Three decades after the fall of the communist regime, interpretations of 1989 differ according to the current political leanings of individuals rather than as a result of some broad consensus. The historical memory of November 1989 is being moulded and interpreted depending on the political representation in power. It seems that the fragile “revolution on the periphery”, characterised by weak legitimacy of those few who were brave enough to take political responsibility in 1989, has cast a long shadow over the political instability that still burdens Slovakia today.
Yet there are signs that the ensuing three decades of turmoil, corruption and partisan politics has become a source of frustration, especially for the younger generation, and there is a widespread desire to clean up public affairs. It is significant that the same young people who demand these changes are turning towards those who were swept away after 1989 but preserved their high moral standing and decency. It is as if the call for justice on the squares in various Slovak cities over the past two years, since the brutal murders of young journalist Ján Kuciak and his fiancée Martina Kušnírová, echoed the calls for civility and tolerance by the original VPN leaders. There is, perhaps, a continuity of decency and political good that a society returns to intermittently after decades of political turmoil and moral malaise.
This essay is based on a lecture given at Jesus College, University of Cambridge on November 2nd, 2019 at Cambridge Central European Conference 2019: Post-1989 Transformation and Historical Memory.
Samuel Abrahám is the editor in chief and publisher of the journal Kritika&Kontext and rector of Bratislava International School of Liberal Arts.
[1] The term “Warsaw Pact invasion” is technically correct because small elements of the occupying forces were from Poland, Hungary, Bulgaria and East Germany. However, it was basically an invasion by the Soviet Army that used the participation of Warsaw Pact allies to provide a veneer of international support. At the last moment before the invasion, the East German troops were asked not to enter Czechoslovakia. For one, the Soviets did not need them and, second, inviting the “German” army 30 years after occupation of Czechoslovakia was symbolically too volatile.

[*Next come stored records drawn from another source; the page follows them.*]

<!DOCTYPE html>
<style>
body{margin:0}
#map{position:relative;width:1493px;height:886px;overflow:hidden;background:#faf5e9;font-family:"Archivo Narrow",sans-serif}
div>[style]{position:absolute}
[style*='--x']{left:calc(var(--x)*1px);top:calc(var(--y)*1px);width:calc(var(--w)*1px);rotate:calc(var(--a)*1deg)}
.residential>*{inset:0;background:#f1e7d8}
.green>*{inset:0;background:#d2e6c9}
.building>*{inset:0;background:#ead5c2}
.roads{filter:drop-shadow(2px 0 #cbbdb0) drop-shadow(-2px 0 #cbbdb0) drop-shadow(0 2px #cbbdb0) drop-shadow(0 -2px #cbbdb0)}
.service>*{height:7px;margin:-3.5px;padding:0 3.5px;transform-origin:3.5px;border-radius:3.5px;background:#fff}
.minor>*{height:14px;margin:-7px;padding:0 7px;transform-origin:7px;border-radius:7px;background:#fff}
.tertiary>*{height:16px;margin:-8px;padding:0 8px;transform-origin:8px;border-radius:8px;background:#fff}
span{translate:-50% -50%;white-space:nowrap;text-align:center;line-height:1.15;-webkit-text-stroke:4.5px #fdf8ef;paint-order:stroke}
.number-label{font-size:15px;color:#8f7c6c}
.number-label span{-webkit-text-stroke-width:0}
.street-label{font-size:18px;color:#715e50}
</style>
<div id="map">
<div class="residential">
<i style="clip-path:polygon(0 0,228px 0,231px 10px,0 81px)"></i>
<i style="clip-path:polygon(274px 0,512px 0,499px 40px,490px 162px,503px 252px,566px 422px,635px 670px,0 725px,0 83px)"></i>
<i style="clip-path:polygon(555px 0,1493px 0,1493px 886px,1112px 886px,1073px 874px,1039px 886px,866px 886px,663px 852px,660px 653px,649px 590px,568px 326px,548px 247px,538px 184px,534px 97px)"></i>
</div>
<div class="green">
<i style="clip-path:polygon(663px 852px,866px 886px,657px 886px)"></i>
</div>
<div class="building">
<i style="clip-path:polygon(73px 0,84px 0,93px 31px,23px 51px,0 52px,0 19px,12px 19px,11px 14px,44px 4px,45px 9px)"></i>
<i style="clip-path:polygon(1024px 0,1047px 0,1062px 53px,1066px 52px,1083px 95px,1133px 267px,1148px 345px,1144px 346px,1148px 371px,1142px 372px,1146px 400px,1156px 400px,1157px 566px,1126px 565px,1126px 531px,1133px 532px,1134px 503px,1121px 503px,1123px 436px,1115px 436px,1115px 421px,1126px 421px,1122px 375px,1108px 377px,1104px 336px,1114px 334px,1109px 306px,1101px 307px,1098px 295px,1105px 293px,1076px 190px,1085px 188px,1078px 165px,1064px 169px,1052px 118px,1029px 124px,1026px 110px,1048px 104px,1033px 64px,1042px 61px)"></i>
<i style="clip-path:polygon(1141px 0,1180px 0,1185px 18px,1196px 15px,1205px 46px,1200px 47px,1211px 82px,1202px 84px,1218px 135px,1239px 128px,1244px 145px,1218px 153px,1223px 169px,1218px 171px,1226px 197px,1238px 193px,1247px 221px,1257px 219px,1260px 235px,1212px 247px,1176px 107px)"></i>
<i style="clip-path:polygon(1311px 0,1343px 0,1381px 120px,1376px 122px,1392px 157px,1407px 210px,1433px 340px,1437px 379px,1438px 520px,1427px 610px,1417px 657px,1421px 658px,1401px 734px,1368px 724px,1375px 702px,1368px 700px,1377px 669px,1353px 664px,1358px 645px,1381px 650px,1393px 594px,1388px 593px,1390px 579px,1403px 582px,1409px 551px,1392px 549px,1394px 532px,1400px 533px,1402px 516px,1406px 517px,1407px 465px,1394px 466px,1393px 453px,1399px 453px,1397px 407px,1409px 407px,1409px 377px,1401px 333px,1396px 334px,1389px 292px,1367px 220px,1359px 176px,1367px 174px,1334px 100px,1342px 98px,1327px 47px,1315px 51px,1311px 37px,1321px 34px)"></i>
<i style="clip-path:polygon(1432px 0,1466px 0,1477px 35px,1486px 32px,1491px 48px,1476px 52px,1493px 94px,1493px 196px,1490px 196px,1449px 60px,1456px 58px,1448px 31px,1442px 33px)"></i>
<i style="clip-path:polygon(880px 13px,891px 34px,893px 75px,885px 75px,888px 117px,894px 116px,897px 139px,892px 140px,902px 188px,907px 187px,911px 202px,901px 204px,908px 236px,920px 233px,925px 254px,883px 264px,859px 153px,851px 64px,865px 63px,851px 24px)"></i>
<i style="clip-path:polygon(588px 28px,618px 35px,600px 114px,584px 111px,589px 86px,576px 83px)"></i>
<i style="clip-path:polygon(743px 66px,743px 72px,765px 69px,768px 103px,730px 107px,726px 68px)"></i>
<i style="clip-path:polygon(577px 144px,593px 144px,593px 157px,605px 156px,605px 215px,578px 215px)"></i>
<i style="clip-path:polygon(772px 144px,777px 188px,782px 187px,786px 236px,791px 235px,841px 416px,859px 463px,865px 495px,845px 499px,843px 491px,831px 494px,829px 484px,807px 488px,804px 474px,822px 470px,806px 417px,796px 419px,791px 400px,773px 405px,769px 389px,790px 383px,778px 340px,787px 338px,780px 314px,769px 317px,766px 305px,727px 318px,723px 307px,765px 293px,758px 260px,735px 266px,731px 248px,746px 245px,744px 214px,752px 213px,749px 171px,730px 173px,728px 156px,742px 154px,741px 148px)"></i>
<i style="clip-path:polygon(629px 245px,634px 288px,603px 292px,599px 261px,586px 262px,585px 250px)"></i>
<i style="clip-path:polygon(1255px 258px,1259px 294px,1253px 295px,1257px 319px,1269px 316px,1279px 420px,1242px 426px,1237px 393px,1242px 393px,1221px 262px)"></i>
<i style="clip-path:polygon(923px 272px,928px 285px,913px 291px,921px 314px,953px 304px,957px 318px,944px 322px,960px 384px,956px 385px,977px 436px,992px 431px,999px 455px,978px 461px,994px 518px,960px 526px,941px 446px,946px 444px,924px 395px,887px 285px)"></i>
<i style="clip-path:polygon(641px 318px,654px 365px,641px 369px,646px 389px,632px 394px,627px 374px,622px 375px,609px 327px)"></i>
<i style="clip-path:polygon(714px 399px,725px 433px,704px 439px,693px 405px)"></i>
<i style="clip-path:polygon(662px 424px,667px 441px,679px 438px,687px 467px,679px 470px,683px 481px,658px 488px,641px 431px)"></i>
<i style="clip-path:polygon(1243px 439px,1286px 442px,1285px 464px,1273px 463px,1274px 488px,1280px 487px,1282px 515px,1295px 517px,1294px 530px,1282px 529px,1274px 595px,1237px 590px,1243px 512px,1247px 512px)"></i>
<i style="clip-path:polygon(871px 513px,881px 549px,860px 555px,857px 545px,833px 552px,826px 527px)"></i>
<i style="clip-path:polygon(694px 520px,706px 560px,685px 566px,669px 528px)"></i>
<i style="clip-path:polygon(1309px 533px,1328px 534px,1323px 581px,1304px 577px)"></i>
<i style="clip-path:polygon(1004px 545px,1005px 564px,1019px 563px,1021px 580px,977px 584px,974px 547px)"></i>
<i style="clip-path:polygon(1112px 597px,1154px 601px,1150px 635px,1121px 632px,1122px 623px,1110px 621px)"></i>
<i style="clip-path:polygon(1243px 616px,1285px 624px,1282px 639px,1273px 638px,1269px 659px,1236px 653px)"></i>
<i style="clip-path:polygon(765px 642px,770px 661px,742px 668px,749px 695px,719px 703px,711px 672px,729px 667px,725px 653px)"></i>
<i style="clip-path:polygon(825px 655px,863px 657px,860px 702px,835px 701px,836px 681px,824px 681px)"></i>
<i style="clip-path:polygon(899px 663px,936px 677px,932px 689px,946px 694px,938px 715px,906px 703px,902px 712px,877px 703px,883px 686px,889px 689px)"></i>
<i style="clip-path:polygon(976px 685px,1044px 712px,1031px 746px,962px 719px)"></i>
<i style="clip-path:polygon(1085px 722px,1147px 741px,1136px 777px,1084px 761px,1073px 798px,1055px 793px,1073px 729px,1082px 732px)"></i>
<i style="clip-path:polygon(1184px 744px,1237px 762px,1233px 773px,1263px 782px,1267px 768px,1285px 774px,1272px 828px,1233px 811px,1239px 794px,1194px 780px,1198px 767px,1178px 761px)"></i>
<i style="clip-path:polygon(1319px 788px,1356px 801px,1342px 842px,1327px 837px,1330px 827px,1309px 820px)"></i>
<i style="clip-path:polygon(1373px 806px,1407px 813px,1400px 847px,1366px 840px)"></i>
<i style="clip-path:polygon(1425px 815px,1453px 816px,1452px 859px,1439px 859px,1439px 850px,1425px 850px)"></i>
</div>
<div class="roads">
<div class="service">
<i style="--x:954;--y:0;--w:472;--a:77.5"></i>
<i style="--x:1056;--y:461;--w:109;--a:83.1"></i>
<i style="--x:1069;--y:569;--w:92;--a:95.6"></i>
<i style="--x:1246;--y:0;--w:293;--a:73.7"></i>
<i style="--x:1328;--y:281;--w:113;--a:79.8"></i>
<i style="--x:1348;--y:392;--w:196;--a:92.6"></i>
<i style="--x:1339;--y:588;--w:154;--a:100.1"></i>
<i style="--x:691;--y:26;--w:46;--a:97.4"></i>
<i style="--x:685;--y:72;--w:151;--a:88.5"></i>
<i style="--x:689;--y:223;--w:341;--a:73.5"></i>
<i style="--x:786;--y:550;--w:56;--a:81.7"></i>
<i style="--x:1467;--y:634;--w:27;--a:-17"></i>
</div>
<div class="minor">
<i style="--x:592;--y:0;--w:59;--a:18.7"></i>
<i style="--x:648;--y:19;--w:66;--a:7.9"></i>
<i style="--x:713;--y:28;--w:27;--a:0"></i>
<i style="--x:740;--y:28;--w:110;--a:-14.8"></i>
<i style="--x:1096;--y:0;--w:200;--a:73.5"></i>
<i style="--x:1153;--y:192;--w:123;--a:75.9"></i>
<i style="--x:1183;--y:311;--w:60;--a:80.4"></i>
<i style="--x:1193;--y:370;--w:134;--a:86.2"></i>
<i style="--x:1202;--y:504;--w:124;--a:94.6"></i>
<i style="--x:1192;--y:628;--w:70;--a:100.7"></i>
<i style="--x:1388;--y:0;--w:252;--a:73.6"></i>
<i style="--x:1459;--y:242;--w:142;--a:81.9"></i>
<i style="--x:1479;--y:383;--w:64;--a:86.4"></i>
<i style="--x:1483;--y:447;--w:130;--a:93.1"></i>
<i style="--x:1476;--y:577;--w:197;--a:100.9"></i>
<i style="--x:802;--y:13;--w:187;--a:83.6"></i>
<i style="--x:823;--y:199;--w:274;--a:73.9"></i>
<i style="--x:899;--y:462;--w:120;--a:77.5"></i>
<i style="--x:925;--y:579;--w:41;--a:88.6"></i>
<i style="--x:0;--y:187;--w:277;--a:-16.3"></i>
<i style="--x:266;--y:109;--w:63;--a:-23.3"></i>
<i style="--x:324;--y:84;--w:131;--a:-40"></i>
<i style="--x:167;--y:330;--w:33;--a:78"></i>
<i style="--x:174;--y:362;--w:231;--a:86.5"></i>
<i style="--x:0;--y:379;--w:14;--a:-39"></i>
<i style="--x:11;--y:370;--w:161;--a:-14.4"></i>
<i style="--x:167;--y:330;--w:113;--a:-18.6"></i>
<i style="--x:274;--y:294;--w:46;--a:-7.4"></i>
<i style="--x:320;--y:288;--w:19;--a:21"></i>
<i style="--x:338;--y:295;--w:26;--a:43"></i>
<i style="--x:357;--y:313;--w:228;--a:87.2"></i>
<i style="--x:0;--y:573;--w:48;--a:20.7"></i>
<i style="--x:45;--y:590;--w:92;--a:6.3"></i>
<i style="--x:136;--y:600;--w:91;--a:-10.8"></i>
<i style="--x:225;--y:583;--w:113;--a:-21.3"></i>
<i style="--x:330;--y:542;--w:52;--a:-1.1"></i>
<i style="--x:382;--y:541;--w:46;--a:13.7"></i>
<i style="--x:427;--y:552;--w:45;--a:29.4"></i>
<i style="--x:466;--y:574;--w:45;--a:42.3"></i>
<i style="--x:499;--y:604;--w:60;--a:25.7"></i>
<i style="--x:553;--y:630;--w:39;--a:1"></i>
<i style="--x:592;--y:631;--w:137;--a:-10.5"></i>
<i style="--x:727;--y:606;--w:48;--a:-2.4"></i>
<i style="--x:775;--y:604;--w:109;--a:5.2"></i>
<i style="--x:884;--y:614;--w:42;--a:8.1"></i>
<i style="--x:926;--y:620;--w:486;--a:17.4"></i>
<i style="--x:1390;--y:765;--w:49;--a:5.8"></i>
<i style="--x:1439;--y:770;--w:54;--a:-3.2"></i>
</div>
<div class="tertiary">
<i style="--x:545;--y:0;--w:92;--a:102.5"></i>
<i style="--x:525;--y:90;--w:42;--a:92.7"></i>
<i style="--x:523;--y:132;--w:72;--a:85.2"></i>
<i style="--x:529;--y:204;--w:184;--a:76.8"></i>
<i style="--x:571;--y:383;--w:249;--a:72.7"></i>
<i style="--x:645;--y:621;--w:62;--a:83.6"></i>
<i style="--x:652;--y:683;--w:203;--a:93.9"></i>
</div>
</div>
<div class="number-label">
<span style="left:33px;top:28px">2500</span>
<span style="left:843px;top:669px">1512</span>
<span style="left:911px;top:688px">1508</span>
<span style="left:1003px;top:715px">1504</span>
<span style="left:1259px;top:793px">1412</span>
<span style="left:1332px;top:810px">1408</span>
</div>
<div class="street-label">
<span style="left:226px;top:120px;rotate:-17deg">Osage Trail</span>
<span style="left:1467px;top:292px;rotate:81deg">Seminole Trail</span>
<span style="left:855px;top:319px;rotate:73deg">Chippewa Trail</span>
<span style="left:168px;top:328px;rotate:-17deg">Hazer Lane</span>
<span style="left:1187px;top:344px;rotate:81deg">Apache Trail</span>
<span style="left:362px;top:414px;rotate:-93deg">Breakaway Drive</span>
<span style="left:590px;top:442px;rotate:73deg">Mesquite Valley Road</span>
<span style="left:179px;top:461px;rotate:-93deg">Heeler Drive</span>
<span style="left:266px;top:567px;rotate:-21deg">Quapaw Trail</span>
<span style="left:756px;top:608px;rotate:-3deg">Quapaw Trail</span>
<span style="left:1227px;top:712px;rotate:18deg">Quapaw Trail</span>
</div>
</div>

[2] I devoted a whole issue of Kritika&Kontext to Kusý, including a long interview in which he explained why he gave up the premiership, thereby opening the door to Vladimír Mečiar, who eventually took over and became an authoritarian leader.
[3] Mečiar was not a nationalist, but as a former secret police (ŠtB) agent he was afraid of being pushed aside if Czechoslovakia was preserved and a law preventing members of the ŠtB from holding public office for five years was applied. Paradoxically, this law was never implemented – even in the Czech Republic.